Gas Equipment - Cylinder and Container Storage
Greater than or equal to 3,000 cubic feet
Storage locations are designed, constructed, and ventilated in accordance with 5.1.3.3.2 and 5.1.3.3.3.
>300 but <3,000 cubic feet
Storage locations are outdoors in an enclosure or within an enclosed interior space of non- or limited- combustible construction, with door (or gates outdoors) that can be secured. Oxidizing gases are not stored with flammables, and are separated from combustibles by 20 feet (5 feet if sprinklered) or enclosed in a cabinet of noncombustible construction having a minimum 1/2 hr. fire protection rating.
Less than or equal to 300 cubic feet
In a single smoke compartment, individual cylinders available for immediate use in patient care areas with an aggregate volume of less than or equal to 300 cubic feet are not required to be stored in an enclosure.
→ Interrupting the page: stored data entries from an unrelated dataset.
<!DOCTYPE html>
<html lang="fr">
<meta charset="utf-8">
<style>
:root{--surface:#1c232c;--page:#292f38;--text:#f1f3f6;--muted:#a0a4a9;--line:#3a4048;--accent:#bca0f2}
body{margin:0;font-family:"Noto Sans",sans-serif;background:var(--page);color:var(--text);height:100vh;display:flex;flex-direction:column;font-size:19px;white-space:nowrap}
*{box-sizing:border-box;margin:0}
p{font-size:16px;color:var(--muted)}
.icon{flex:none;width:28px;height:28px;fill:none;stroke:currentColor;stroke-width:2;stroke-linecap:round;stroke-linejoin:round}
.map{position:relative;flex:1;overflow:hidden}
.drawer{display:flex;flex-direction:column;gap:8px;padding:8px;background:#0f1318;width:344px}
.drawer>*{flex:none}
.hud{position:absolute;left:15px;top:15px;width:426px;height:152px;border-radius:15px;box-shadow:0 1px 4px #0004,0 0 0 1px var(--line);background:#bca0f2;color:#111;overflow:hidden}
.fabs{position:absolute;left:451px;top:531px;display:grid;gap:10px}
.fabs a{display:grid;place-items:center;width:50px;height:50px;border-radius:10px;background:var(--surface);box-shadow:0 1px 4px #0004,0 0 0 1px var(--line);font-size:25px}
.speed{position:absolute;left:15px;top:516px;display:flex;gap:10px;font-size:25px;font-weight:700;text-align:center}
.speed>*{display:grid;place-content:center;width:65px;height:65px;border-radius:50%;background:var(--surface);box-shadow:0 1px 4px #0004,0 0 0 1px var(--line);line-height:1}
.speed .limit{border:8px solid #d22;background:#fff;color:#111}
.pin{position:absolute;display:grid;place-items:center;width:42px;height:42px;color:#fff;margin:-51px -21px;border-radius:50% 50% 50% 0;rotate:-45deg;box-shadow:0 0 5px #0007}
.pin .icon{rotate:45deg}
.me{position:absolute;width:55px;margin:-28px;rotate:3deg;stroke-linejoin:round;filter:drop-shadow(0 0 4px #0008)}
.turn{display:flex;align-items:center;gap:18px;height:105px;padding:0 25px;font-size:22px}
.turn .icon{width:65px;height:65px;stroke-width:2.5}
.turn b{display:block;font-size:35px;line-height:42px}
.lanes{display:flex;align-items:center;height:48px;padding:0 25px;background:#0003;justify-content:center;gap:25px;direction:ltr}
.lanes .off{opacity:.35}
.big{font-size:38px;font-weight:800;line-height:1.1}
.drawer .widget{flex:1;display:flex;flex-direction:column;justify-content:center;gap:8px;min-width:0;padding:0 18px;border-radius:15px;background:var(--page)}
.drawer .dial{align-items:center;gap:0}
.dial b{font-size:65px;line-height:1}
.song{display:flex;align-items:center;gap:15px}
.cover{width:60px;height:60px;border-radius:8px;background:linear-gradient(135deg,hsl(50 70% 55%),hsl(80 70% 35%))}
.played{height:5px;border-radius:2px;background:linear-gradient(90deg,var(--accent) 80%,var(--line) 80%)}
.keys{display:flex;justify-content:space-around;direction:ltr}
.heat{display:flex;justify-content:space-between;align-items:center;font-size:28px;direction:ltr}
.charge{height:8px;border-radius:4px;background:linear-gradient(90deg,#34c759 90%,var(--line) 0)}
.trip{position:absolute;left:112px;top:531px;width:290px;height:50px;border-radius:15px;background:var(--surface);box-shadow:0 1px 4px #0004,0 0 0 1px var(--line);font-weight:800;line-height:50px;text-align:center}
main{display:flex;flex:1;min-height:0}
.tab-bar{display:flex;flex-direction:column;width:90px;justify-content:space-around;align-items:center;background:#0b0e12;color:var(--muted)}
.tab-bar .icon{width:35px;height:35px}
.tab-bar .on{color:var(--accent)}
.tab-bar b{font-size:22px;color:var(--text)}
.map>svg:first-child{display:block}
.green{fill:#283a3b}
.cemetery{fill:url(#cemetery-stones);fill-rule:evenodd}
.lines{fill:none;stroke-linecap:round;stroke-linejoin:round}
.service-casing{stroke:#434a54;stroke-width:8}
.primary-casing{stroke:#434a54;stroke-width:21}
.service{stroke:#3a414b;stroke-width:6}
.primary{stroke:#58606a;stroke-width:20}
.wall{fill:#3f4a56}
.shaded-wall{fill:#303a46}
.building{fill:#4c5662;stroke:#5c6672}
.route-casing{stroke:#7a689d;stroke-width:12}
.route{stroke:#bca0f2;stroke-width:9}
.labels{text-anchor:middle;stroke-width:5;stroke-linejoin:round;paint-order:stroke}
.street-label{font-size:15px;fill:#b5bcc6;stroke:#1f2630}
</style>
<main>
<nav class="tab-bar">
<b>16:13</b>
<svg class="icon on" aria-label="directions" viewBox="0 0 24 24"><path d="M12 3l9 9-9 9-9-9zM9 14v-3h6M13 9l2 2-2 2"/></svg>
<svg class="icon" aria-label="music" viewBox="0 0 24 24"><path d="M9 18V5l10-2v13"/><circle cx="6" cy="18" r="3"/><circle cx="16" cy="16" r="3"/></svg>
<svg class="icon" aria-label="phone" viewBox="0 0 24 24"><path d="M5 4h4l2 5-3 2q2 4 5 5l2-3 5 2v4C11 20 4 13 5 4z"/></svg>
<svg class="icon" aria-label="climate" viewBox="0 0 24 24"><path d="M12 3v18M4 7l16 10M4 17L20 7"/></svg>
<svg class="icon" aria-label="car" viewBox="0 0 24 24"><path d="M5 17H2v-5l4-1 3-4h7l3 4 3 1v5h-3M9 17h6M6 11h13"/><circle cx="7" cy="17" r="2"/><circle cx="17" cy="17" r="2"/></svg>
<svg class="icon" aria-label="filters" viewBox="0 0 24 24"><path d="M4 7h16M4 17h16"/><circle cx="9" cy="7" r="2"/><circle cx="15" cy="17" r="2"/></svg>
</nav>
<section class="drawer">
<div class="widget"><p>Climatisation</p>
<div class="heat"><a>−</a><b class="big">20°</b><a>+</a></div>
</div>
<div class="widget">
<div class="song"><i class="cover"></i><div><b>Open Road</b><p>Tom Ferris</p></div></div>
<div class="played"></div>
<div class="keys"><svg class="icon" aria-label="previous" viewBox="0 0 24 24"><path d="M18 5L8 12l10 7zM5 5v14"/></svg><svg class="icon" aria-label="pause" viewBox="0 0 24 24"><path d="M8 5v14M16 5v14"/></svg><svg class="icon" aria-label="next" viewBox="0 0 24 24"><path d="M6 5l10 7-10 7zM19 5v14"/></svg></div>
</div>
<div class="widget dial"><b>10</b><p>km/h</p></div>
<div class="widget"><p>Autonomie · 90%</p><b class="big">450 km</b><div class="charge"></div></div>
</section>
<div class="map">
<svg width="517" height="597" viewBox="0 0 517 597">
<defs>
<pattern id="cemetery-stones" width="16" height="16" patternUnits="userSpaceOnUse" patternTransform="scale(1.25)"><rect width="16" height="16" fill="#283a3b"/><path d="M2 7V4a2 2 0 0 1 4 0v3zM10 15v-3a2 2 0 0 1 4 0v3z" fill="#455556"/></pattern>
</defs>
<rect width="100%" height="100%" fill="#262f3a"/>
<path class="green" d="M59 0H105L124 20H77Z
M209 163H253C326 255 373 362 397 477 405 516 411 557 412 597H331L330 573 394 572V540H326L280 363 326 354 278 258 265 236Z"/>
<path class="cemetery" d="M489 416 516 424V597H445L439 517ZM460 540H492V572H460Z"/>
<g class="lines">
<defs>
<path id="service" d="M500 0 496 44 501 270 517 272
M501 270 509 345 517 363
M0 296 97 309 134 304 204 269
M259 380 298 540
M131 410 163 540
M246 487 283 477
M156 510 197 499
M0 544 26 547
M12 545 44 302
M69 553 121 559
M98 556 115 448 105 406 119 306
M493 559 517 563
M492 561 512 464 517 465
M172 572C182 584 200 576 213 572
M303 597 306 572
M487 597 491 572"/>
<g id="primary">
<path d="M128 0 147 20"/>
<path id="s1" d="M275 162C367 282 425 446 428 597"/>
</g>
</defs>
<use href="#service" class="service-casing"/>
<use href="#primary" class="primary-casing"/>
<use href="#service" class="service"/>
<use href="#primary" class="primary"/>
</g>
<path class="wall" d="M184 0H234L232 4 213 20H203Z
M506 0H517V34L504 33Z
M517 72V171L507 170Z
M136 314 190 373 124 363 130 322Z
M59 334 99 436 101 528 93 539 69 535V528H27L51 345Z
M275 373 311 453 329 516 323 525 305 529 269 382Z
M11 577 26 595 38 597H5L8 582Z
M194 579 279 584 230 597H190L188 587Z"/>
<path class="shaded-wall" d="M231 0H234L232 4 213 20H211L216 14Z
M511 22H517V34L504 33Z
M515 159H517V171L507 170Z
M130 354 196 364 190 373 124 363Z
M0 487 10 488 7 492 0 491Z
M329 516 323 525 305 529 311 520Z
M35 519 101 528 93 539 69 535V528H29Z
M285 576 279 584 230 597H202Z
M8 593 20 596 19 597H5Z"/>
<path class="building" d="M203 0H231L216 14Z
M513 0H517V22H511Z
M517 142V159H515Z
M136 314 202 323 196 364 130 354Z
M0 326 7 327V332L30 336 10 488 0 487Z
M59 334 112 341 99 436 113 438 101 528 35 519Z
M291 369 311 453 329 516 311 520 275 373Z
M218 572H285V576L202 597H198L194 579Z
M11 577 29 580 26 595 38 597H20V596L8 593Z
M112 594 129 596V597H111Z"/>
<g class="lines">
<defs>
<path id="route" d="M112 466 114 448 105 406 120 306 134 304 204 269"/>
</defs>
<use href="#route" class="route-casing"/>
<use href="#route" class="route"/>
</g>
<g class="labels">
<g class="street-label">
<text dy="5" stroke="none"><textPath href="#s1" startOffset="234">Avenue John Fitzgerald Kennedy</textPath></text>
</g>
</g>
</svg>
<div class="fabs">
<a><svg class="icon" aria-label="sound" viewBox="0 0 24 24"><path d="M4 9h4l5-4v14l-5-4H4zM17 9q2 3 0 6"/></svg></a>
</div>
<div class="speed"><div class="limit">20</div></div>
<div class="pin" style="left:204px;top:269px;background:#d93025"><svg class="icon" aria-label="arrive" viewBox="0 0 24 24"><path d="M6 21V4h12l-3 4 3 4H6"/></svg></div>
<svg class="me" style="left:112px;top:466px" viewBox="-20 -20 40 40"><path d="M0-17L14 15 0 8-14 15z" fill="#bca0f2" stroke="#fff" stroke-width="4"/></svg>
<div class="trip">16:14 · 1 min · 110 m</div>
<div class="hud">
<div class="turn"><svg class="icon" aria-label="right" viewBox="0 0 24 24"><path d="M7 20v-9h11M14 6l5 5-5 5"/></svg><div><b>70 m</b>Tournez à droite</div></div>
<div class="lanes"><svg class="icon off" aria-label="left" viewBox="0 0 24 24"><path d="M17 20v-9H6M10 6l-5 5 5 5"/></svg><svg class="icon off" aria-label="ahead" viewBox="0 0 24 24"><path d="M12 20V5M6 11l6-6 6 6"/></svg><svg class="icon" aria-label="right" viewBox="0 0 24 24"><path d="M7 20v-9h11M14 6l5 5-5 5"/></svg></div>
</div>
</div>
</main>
Cylinders must be handled with precautions as specified in 11.6.2.
A precautionary sign readable from 5 feet is on each door or gate of a cylinder storage room, where the sign includes the wording as a minimum "CAUTION: OXIDIZING GAS(ES) STORED WITHIN NO SMOKING."
Storage is planned so cylinders are used in order of which they are received from the supplier. Empty cylinders are segregated from full cylinders. When facility employs cylinders with integral pressure gauge, a threshold pressure considered empty is established. Empty cylinders are marked to avoid confusion. Cylinders stored in the open are protected from weather.
11.3.1, 11.3.2, 11.3.3, 11.3.4, 11.6.5 (NFPA 99)
Observations:
Name: MAIN BUILDING - Component: 01 - Tag: 0923

Based on observation and interview, it was determined the facility failed to maintain storage of oxygen cylinders, affecting one of four levels.

Findings include:

Observation on November 20, 2025, at 11:05 a.m., inside the Ground Floor, long hall oxygen storage room, revealed oxygen cylinders were not separated and lacked identification whether full or empty.

Exit interview with the Administrator and Maintenance Director on November 20, 2025, at 11:15 a.m., confirmed the oxygen cylinder storage deficiencies.



 Plan of Correction:

No approved Plan of Correction is on file.